[PATCH] Fix default value for enable_environment_macros
Andreas Ericsson
ae at op5.se
Sat Jan 12 01:32:44 CET 2013
On 01/11/2013 07:21 PM, Paul Dubuc wrote:
> Daniel Wittenberg wrote:
>>
>> On Jan 11, 2013, at 11:08 AM, Andreas Ericsson wrote:
>>
>>> On 01/11/2013 02:43 PM, Ton Voon wrote:
>>>>
>>>> On 11 Jan 2013, at 12:17, Andreas Ericsson wrote:
>>>>
>>>>> On 01/10/2013 11:31 PM, Ton Voon wrote:
>>>>>> However, even with this set to true, it looks like Nagios 4 doesn't
>>>>>> set the envvars. In host/service checks, it looks like no envvars
>>>>>> are set. Is there a technical reason why this is not done, or is
>>>>>> this a bug?
>>>>>>
>>>>>
>>>>> The technical reason is twofold: I'm lazy, and environment macros
>>>>> cause a lot of additional problems for anything but very small
>>>>> systems, while providing a mediocre benefit at best.
>>>>>
>>>>> The problem people have been seeing with Nagios 3 where certain
>>>>> checks fail to run when they add an extra service to a servicegroup
>>>>> is due to environment macros being enabled and the environment space
>>>>> being eaten.
>>>>>
>>>>> To enable them again means transferring the entire environment to the
>>>>> designated worker process, parsing it from there and setting it in a
>>>>> new heap which we pass to execvpe().
>>>>>
>>>>> Since we will always pay *all* overhead for all checks but very, very
>>>>> few of them use more than one or two of the variables set, the
>>>>> benefit really isn't worth the additional overhead.
>>>>
>>>> I think this "bug" is a blocker for upgrading to Nagios 4 since certain
>>>> checks/notification scripts/event handlers expect the environment
>>>> variables to be set.'
>>
>> Really? I can't think of the last time I ran into a setup that the only
>> way to use a check/script was as environment variables.
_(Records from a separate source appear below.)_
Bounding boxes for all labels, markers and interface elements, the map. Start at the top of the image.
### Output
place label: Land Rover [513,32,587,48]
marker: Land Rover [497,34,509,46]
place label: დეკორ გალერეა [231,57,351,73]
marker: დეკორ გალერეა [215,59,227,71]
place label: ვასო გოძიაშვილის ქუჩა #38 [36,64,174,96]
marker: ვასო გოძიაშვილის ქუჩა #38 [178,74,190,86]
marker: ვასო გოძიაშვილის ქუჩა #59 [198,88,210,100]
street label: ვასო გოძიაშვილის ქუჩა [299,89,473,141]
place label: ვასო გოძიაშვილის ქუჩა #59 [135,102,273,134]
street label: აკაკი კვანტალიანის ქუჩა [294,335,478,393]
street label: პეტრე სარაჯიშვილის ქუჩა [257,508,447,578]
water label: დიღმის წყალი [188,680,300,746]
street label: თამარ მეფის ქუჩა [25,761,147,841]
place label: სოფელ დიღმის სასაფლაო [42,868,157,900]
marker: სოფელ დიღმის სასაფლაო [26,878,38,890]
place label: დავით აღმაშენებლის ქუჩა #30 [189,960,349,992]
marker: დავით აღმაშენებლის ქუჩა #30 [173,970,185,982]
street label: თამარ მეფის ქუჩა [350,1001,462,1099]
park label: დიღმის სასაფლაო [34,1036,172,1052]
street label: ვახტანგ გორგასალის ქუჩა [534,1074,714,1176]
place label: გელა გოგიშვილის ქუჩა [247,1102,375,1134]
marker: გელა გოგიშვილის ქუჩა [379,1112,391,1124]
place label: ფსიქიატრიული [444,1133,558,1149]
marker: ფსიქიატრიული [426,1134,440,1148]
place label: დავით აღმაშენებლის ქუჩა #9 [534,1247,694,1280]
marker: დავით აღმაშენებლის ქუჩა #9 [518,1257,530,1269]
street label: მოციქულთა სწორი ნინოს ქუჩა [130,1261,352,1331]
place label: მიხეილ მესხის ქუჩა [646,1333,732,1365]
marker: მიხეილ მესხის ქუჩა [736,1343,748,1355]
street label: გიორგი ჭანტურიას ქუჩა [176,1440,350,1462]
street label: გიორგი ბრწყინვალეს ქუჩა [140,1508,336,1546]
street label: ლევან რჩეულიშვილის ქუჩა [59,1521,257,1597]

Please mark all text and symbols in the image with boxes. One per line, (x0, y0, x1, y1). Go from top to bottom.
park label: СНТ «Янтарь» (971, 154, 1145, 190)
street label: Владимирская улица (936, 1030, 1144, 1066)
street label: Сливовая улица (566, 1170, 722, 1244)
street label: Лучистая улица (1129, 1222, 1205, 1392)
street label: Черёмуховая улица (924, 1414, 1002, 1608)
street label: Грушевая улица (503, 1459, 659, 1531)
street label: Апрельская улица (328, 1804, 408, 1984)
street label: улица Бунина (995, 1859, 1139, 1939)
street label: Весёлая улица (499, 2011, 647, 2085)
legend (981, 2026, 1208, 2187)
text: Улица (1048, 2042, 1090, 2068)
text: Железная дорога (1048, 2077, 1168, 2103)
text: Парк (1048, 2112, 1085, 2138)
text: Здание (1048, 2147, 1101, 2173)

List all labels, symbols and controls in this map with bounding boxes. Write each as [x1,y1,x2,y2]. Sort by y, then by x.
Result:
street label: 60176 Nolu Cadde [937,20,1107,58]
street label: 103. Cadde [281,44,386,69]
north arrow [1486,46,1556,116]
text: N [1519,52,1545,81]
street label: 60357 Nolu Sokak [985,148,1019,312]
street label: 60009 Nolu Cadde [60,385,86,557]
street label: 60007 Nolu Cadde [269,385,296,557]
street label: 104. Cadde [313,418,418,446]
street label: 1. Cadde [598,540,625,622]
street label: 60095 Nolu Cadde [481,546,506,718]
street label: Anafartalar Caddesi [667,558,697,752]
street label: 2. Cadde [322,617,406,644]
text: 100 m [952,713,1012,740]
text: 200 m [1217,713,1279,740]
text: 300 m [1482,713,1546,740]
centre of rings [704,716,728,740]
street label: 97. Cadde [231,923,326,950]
It's way more
>> efficient, and I think easier, to just pass the few params you normally
>> need as command-line options. Even for things like Oracle I just set local
>> env options in the script or use one of the scripts that lets you pass in
>> what ORACLE_HOME and stuff should be.
>>
>
> I set enable_environment_macros to 0 to avoid the overhead mentioned. For
> command that need environment variables set, we put them in the command object
> definition. For example, setting LD_LIBRARY_PATH:
>
> define command{
> command_name gatewayTest
> command_line \
> LD_LIBRARY_PATH=$USER31$/omni/$_SERVICE_OMNI_VERSION$/lib \
> $USER32$/bin/gatewayTest \
> -S $SERVICEDESC$ -t $_SERVICE_TIMEOUT$ \
> $ARG1$ $ARG2$ $ARG3$ $ARG4$ $ARG5$ $ARG6$
> }
>
> Will this not work in Nagios 4?
>
Ah. Actually, it won't, but it's fairly easily fixed. I'll get on that
on monday. Or tomorrow if it rains in sweden.
It might work to do
/bin/sh LD_LIBRARY_PATH=$USER31$/... <command>
but I'm not entirely sure.
--
Andreas Ericsson andreas.ericsson at op5.se
OP5 AB www.op5.se
Tel: +46 8-230225 Fax: +46 8-230231
Considering the successes of the wars on alcohol, poverty, drugs and
terror, I think we should give some serious thought to declaring war
on peace.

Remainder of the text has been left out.